About the soundscape: The recording was taken in the backyard of a house located near a moderately busy street. It was a rather open space, only surrounded by trees and neighboring two-story houses. Multiple cars passing by and some speech of the neighbors can be heard intermittently. These are the two most frequent sonic events, as can be seen from the spectrograph. The most prominent sound throughout is the chirping of the birds, which is the archetypal sound of this house in spring and the keynote of this recording. The soundscape also features the very complex sound of “ezan”, which is a call to prayer in Islam. Its cultural and historical significance makes it a soundmark. It is an archetypal sound of Turkey, heard in every city multiple times in a day. Moreover, it qualifies as a signal, as it signals both the time of the day and that it is time to observe the daily worship, to its listeners. One interesting sound heard at the very end is the rustling of the plastic grocery bags we hung outside for disinfecting them before we take them into the house, due to the coronavirus pandemic. Other than that, all the other sounds are present in lockdown times and non-lockdown times alike. There is a breaking of sound in the middle of the recording, likely due to a dysfunctioning in the microphone. There are also some sounds throughout which are difficult to identify, which might be people in the street moving around and carrying things.
Location: Cresta Verde Golf Course, CA 92879 at 12:56pm on 05/08/20
About the Soundscape: Founded in 1927 by Randolph Scott, Cresta Verde Golf Course is located at 33°53’19″N, 117°32’32″W in Corona, CA and stands today as one of America’s 500 oldest courses. The 18-hole course is brought to life by its various archetypal sounds, keynotes, and sound signals, including bird chirps, wind (which is particularly strong due to its elevation and vicinity to the freeway; it was captured and weakened with a small drawstring cloth bag over the microphone), wind chimes, driving golf carts, golfer chitchat, and the obvious hitting of a golf ball. For this particular project, these sounds were all documented at hole #1 nearby the driving range at 12:56pm. Unique to Cresta Verde, however, are its soundmarks found just outside of the clubhouse, which include the chatter of general manager Mehee and the white noise of the freeway due to its key and convenient location. One may easily spot the iconic course from the intersection of the 15 and 91 freeways!
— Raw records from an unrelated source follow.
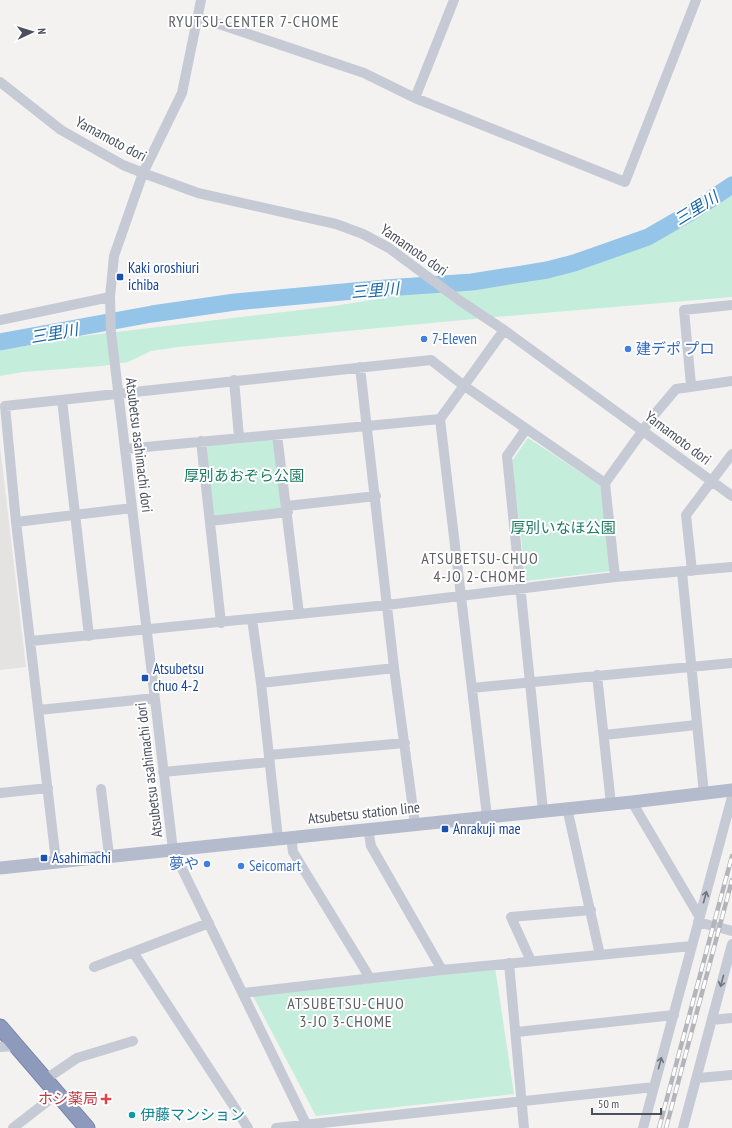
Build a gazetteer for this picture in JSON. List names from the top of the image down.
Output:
{
  "streets": {
    "main road": ["Atsubetsu station line"],
    "street": ["Yamamoto dori", "Atsubetsu asahimachi dori"]
  },
  "crossings": [
    ["Atsubetsu asahimachi dori", "Atsubetsu station line"]
  ],
  "districts": ["RYUTSU-CENTER 7-CHOME", "ATSUBETSU-CHUO 4-JO 2-CHOME", "ATSUBETSU-CHUO 3-JO 3-CHOME"],
  "water": ["三里川"],
  "parks": ["厚別あおぞら公園", "厚別いなほ公園"],
  "places": {
    "transit": [
      "Kaki oroshiuri ichiba",
      "Atsubetsu chuo 4-2",
      "Anrakuji mae",
      "Asahimachi"
    ],
    "other": [
      "7-Eleven",
      "建デポ プロ",
      "夢や",
      "Seicomart",
      "伊藤マンション"
    ],
    "health": ["ホシ薬局"]
  },
  "scale_bar": "50 m",
  "north": "right"
}
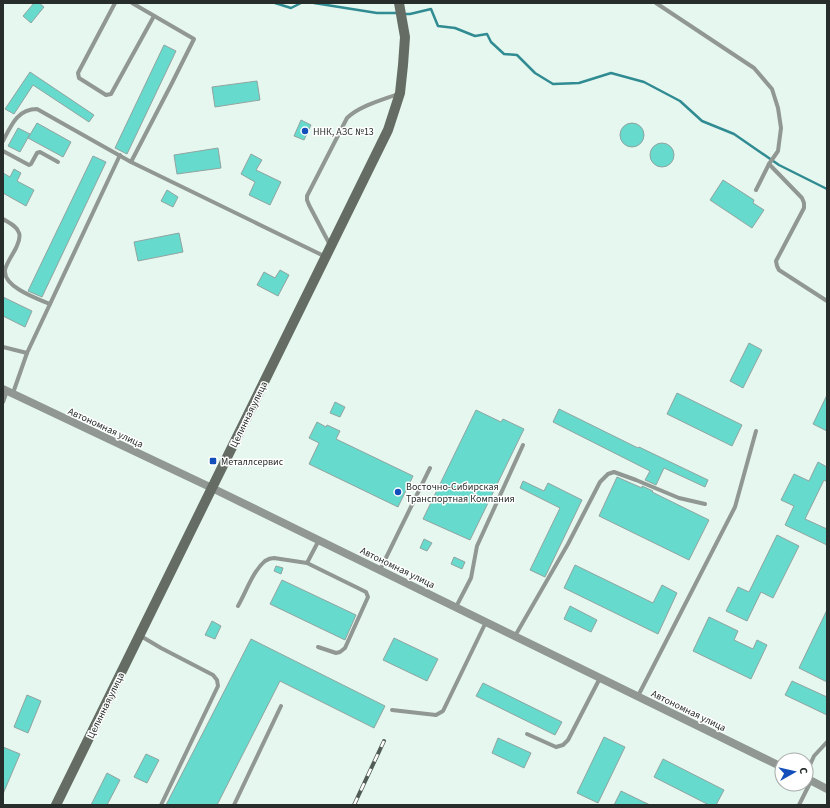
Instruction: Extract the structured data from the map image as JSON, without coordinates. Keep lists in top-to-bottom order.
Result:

As I spent more time in my house, I became almost hyper aware of the all the background and intermittent noise that fills my house, from the ticking of the clock to the noises of the keyboard, paper turning, etc.
I recorded this a little past midnight on my phone. I slowed down on the side of a road to take the recording, hence the faint clicks and whirring of the car motor. The strongest sound is the chorus of Spring peepers, little frogs whose “chirping” signals the beginning of Spring. Here in Massachusetts, they just started their mating calls this week.
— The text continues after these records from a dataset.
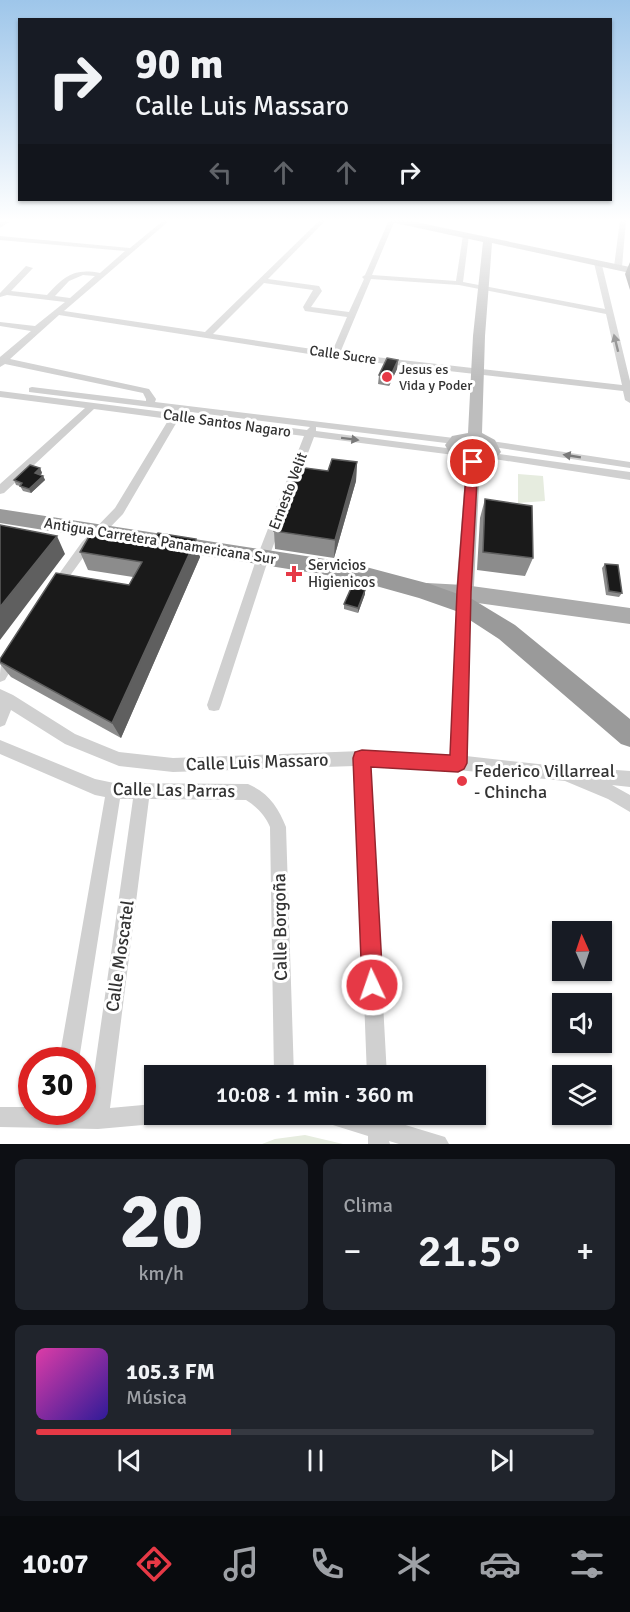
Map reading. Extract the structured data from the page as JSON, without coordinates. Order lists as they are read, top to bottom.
{
  "streets": {
    "highway": ["Antigua Carretera Panamericana Sur"],
    "street": [
      "Calle Sucre",
      "Calle Santos Nagaro",
      "Ernesto Velit",
      "Calle Luis Massaro",
      "Calle Las Parras",
      "Calle Borgoña",
      "Calle Moscatel"
    ]
  },
  "crossings": [
    ["Calle Santos Nagaro", "Ernesto Velit"],
    ["Ernesto Velit", "Antigua Carretera Panamericana Sur"],
    ["Calle Las Parras", "Calle Borgoña"],
    ["Calle Las Parras", "Calle Moscatel"]
  ],
  "places": {
    "other": ["Jesus es Vida y Poder", "Federico Villarreal - Chincha"],
    "health": ["Servicios Higienicos"]
  },
  "north": "top",
  "page": {
    "turn": ["90 m", "Calle Luis Massaro"],
    "limit": "30",
    "trip": "10:08 · 1 min · 360 m",
    "tile": [
      ["20", "km/h"],
      "Clima"
    ],
    "heat": ["−", "21.5°", "+"],
    "song": ["105.3 FM", "Música"],
    "tabs": "10:07"
  }
}
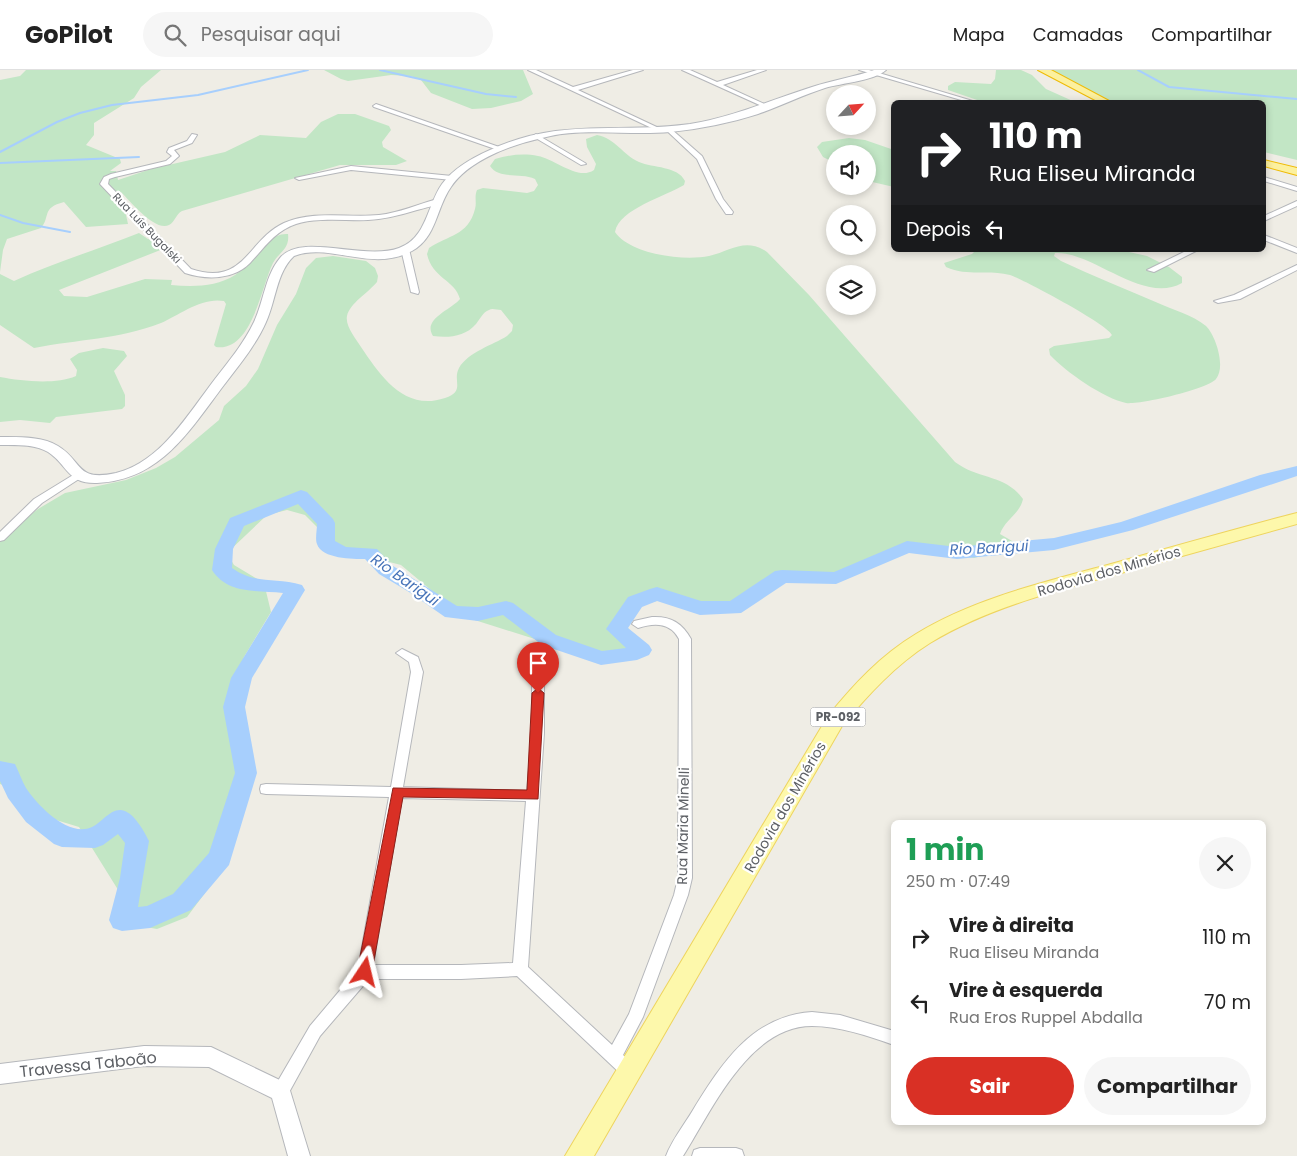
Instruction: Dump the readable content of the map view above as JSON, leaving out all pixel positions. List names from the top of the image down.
{
  "streets": {
    "main road": ["Rodovia dos Minérios", "PR-092"],
    "street": ["Rua Luís Bugalski", "Rua Maria Minelli", "Travessa Taboão"]
  },
  "water": ["Rio Barigui"],
  "north": "top right",
  "page": {
    "header": "GoPilot",
    "search": "Pesquisar aqui",
    "nav": ["Mapa", "Camadas", "Compartilhar"],
    "turn": ["110 m", "Rua Eliseu Miranda"],
    "then": "Depois",
    "heading": ["1 min", "250 m · 07:49"],
    "list": [
      {
        "name": "Vire à direita",
        "note": "Rua Eliseu Miranda",
        "value": "110 m"
      },
      {
        "name": "Vire à esquerda",
        "note": "Rua Eros Ruppel Abdalla",
        "value": "70 m"
      }
    ],
    "buttons": ["Sair", "Compartilhar"]
  }
}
Sounds of city life in early spring from the fifth floor balcony of an apartment building in Lincoln Park, Chicago. In the early morning one can hear birdsong, cars and city busses, bicyclists, dogs and people in the park across the street, and the wind. There is less traffic in this soundbite due to the decreased driving during shelter-in-place, and there were more people out and about in the park enjoying the warm weather for this same reason.
It started sprinkling outside today. It’s windy as usual in Hood River (a town in the Columbia River Gorge), and there are birds as well as the sound of cars passing by on the road, and trucks in the orchards nearby.